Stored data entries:
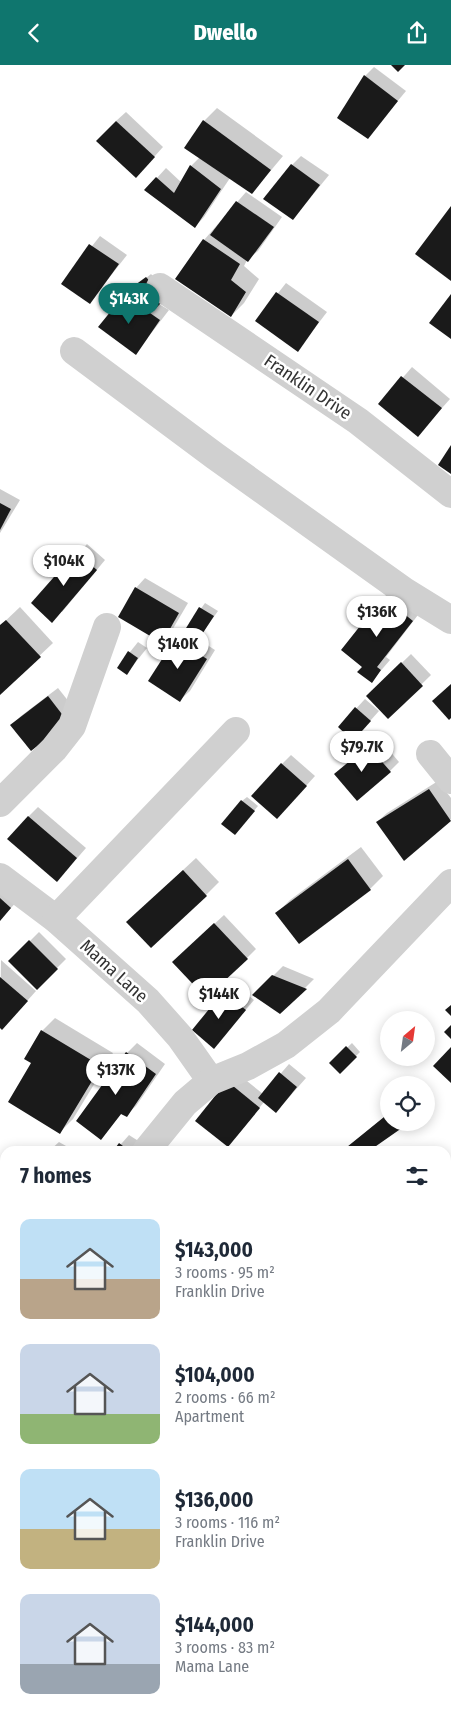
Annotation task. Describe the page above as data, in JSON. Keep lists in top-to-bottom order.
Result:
{
  "streets": {
    "street": ["Franklin Drive", "Mama Lane"]
  },
  "north": "top right",
  "page": {
    "header": "Dwello",
    "price": [
      "$143K",
      "$104K",
      "$136K",
      "$140K",
      "$79.7K",
      "$144K",
      "$137K"
    ],
    "heading": "7 homes",
    "list": [
      {
        "name": "$143,000",
        "note": "3 rooms · 95 m² · Franklin Drive"
      },
      {
        "name": "$104,000",
        "note": "2 rooms · 66 m² · Apartment"
      },
      {
        "name": "$136,000",
        "note": "3 rooms · 116 m² · Franklin Drive"
      },
      {
        "name": "$144,000",
        "note": "3 rooms · 83 m² · Mama Lane"
      }
    ]
  }
}
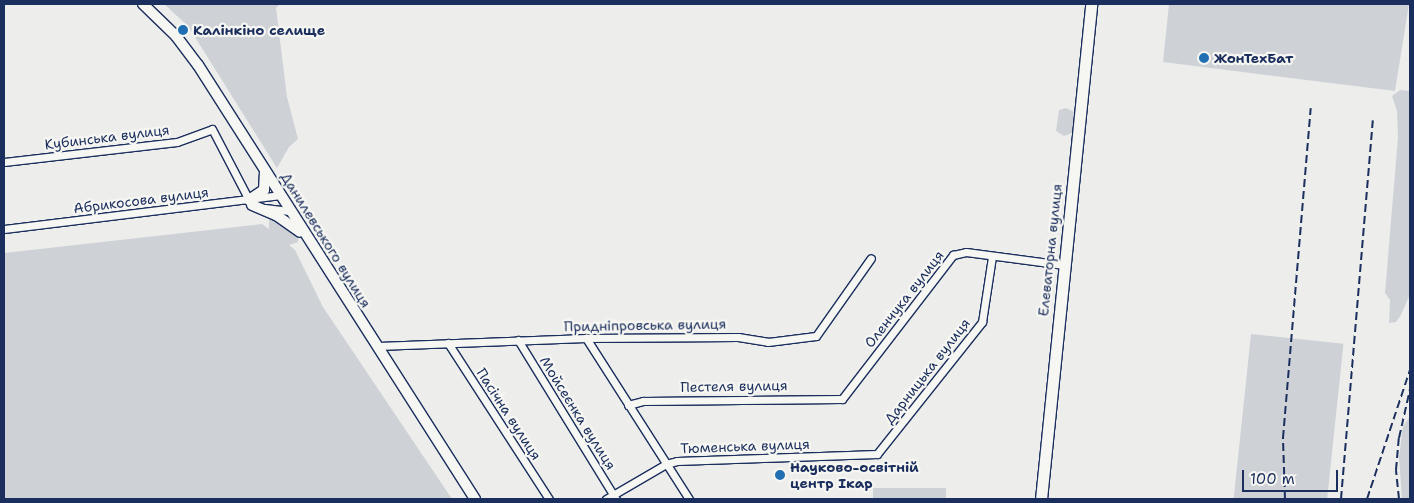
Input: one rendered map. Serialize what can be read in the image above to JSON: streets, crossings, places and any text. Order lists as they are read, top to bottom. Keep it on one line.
{"streets":{"main road":["Елеваторна вулиця"],"street":["Кубинська вулиця","Абрикосова вулиця","Данилевського вулиця","Оленчука вулиця","Придніпровська вулиця","Дарницька вулиця","Пестеля вулиця","Мойсеєнка вулиця","Пасічна вулиця","Тюменська вулиця"]},"crossings":[["Кубинська вулиця","Абрикосова вулиця"],["Данилевського вулиця","Придніпровська вулиця"],["Елеваторна вулиця","Оленчука вулиця"],["Оленчука вулиця","Дарницька вулиця"],["Оленчука вулиця","Пестеля вулиця"],["Придніпровська вулиця","Мойсеєнка вулиця"],["Придніпровська вулиця","Пасічна вулиця"],["Дарницька вулиця","Тюменська вулиця"],["Мойсеєнка вулиця","Тюменська вулиця"]],"places":["Калінкіно селище","ЖонТехБат","Науково-освітній центр Ікар"],"scale_bar":"100 m"}
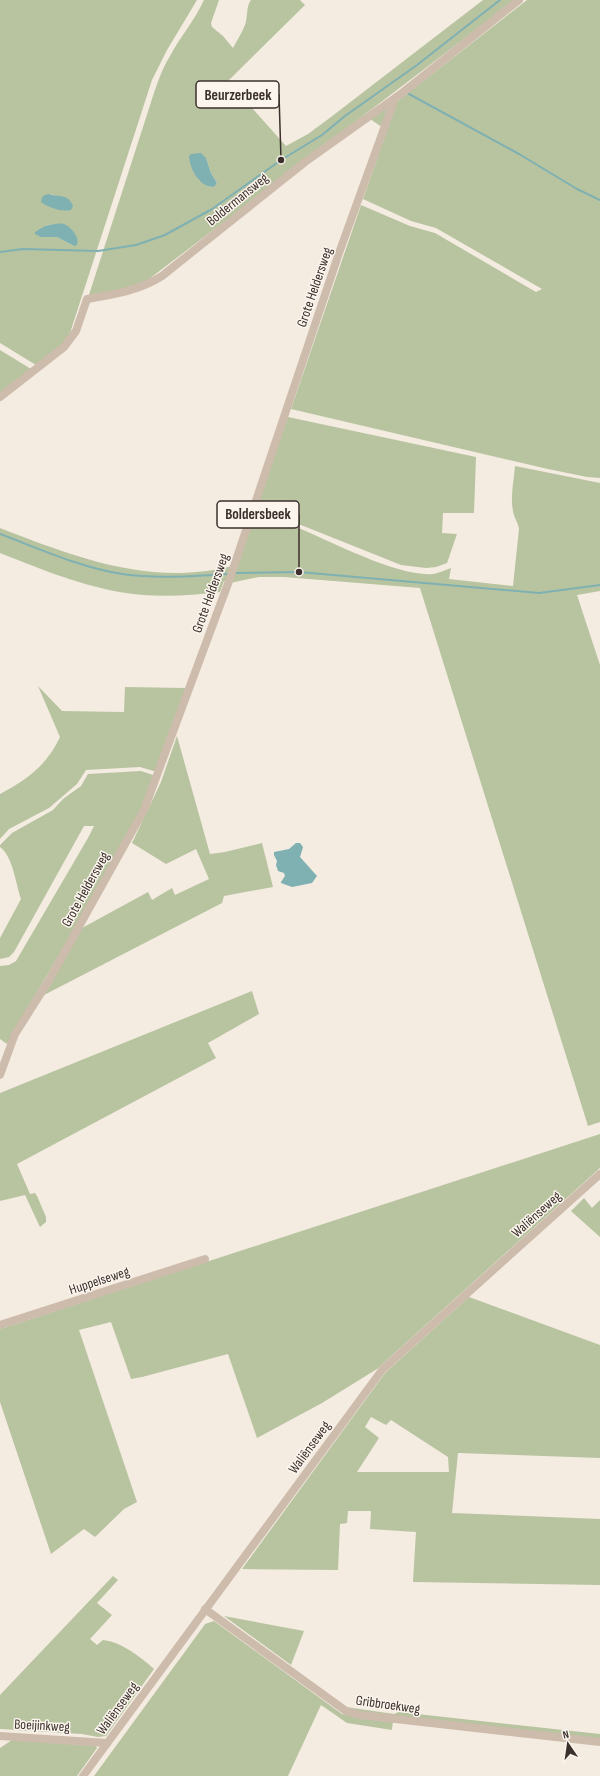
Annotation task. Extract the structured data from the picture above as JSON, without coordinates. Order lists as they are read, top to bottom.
{
  "streets": {
    "street": [
      "Boldermansweg",
      "Grote Heldersweg",
      "Waliënseweg",
      "Huppelseweg",
      "Gribbroekweg",
      "Boeijinkweg"
    ]
  },
  "crossings": [
    ["Boldermansweg", "Grote Heldersweg"],
    ["Waliënseweg", "Gribbroekweg"],
    ["Waliënseweg", "Boeijinkweg"]
  ],
  "places": ["Beurzerbeek", "Boldersbeek"],
  "north": "top"
}
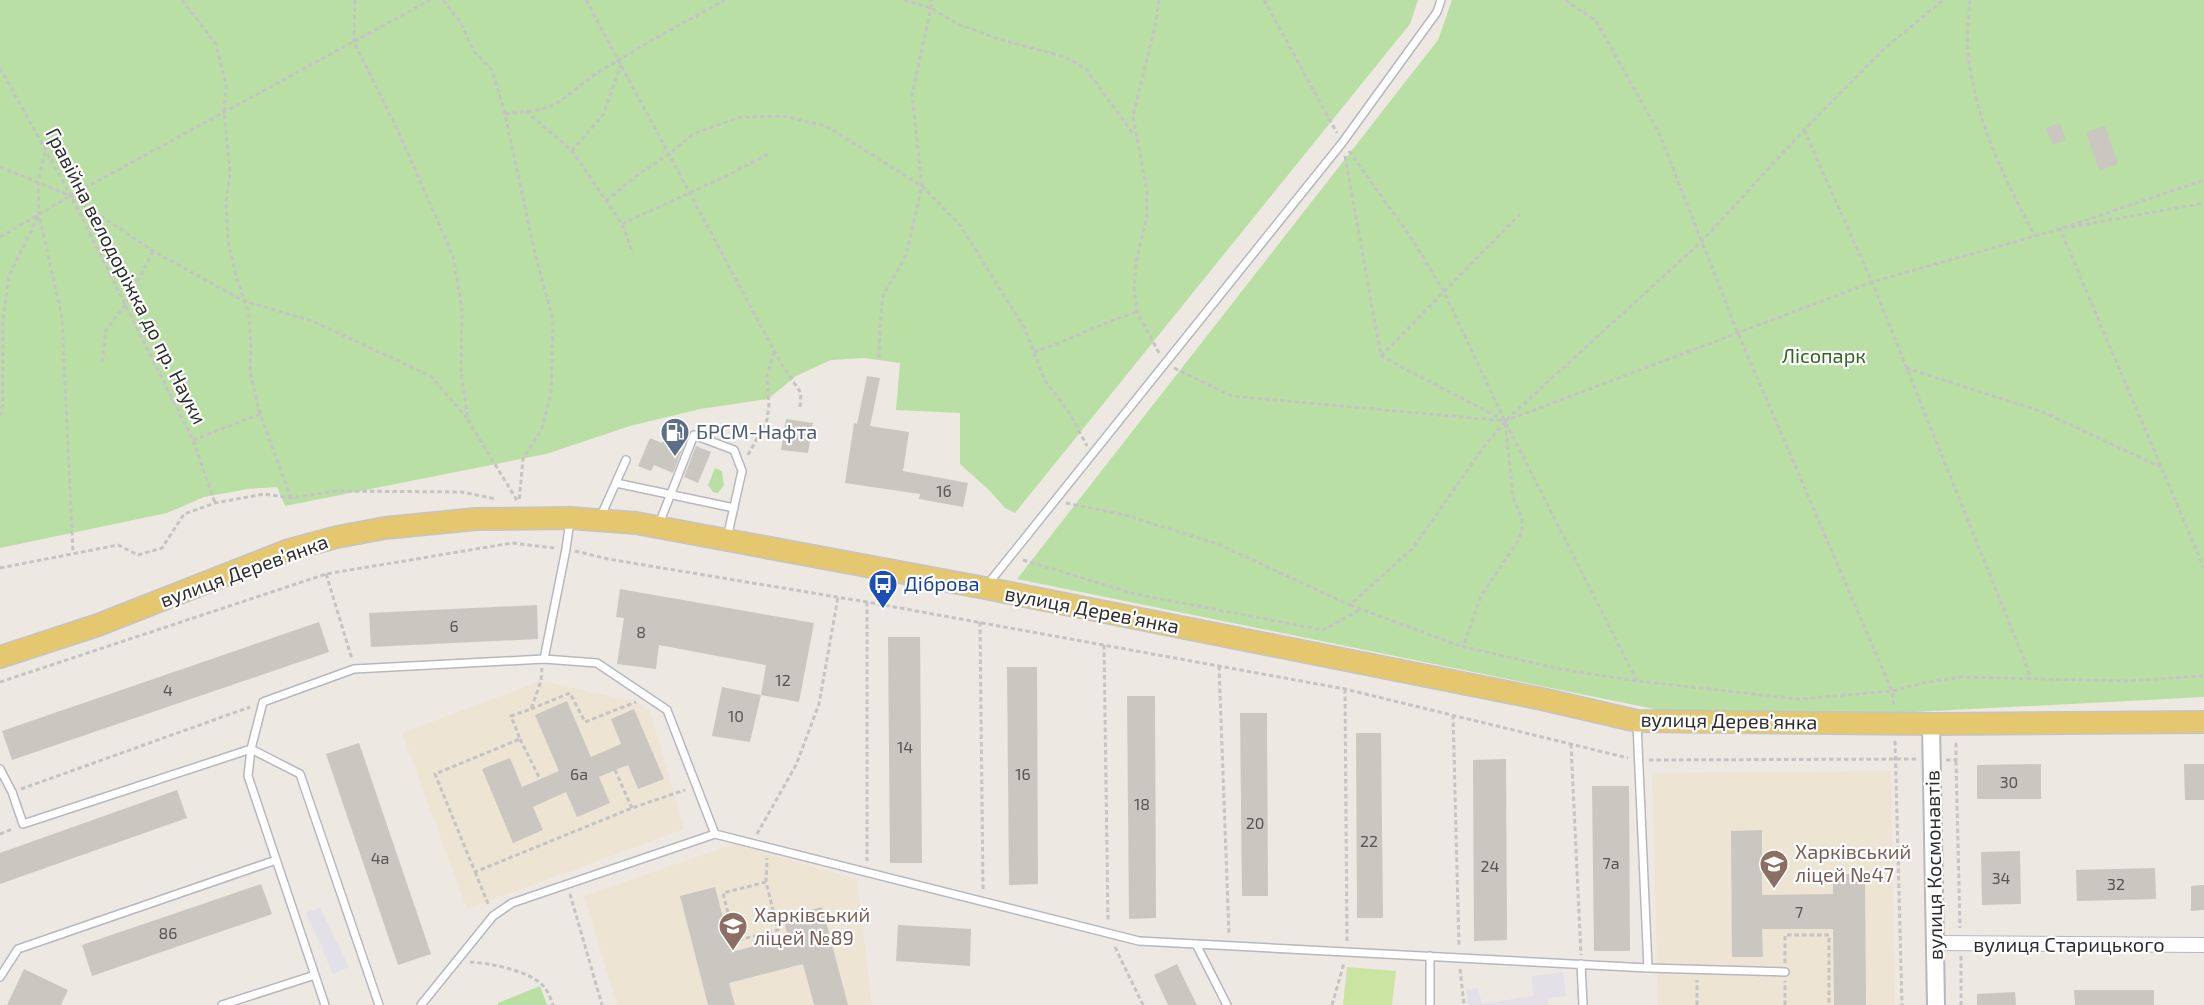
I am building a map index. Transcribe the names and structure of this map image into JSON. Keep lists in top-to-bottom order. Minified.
{"streets":{"main road":["вулиця Дерев’янка"],"street":["вулиця Космонавтів","вулиця Старицького"],"path":["Гравійна велодоріжка до пр. Науки"]},"crossings":[["вулиця Дерев’янка","вулиця Космонавтів"],["вулиця Космонавтів","вулиця Старицького"]],"parks":["Лісопарк"],"places":{"fuel station":["БРСМ-Нафта"],"bus stop":["Діброва"],"school or university":["Харківський ліцей №47","Харківський ліцей №89"]},"house_numbers":["1б","6","8","12","4","10","14","6а","16","30","18","20","22","4а","7а","24","34","32","7","86"]}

◆ INSTRUCTIONS TO FOLLOW ◆
Set down every line of the entries above again, exactly as written, but not the pictures.

◆ YOUR SOLUTION ◆
Annotation task. Describe the page above as data, in JSON. Keep lists in top-to-bottom order.
Result:
{
  "streets": {
    "street": ["Franklin Drive", "Mama Lane"]
  },
  "north": "top right",
  "page": {
    "header": "Dwello",
    "price": [
      "$143K",
      "$104K",
      "$136K",
      "$140K",
      "$79.7K",
      "$144K",
      "$137K"
    ],
    "heading": "7 homes",
    "list": [
      {
        "name": "$143,000",
        "note": "3 rooms · 95 m² · Franklin Drive"
      },
      {
        "name": "$104,000",
        "note": "2 rooms · 66 m² · Apartment"
      },
      {
        "name": "$136,000",
        "note": "3 rooms · 116 m² · Franklin Drive"
      },
      {
        "name": "$144,000",
        "note": "3 rooms · 83 m² · Mama Lane"
      }
    ]
  }
}
Input: one rendered map. Serialize what can be read in the image above to JSON: streets, crossings, places and any text. Order lists as they are read, top to bottom. Keep it on one line.
{"streets":{"main road":["Елеваторна вулиця"],"street":["Кубинська вулиця","Абрикосова вулиця","Данилевського вулиця","Оленчука вулиця","Придніпровська вулиця","Дарницька вулиця","Пестеля вулиця","Мойсеєнка вулиця","Пасічна вулиця","Тюменська вулиця"]},"crossings":[["Кубинська вулиця","Абрикосова вулиця"],["Данилевського вулиця","Придніпровська вулиця"],["Елеваторна вулиця","Оленчука вулиця"],["Оленчука вулиця","Дарницька вулиця"],["Оленчука вулиця","Пестеля вулиця"],["Придніпровська вулиця","Мойсеєнка вулиця"],["Придніпровська вулиця","Пасічна вулиця"],["Дарницька вулиця","Тюменська вулиця"],["Мойсеєнка вулиця","Тюменська вулиця"]],"places":["Калінкіно селище","ЖонТехБат","Науково-освітній центр Ікар"],"scale_bar":"100 m"}
Annotation task. Extract the structured data from the picture above as JSON, without coordinates. Order lists as they are read, top to bottom.
{
  "streets": {
    "street": [
      "Boldermansweg",
      "Grote Heldersweg",
      "Waliënseweg",
      "Huppelseweg",
      "Gribbroekweg",
      "Boeijinkweg"
    ]
  },
  "crossings": [
    ["Boldermansweg", "Grote Heldersweg"],
    ["Waliënseweg", "Gribbroekweg"],
    ["Waliënseweg", "Boeijinkweg"]
  ],
  "places": ["Beurzerbeek", "Boldersbeek"],
  "north": "top"
}
I am building a map index. Transcribe the names and structure of this map image into JSON. Keep lists in top-to-bottom order. Minified.
{"streets":{"main road":["вулиця Дерев’янка"],"street":["вулиця Космонавтів","вулиця Старицького"],"path":["Гравійна велодоріжка до пр. Науки"]},"crossings":[["вулиця Дерев’янка","вулиця Космонавтів"],["вулиця Космонавтів","вулиця Старицького"]],"parks":["Лісопарк"],"places":{"fuel station":["БРСМ-Нафта"],"bus stop":["Діброва"],"school or university":["Харківський ліцей №47","Харківський ліцей №89"]},"house_numbers":["1б","6","8","12","4","10","14","6а","16","30","18","20","22","4а","7а","24","34","32","7","86"]}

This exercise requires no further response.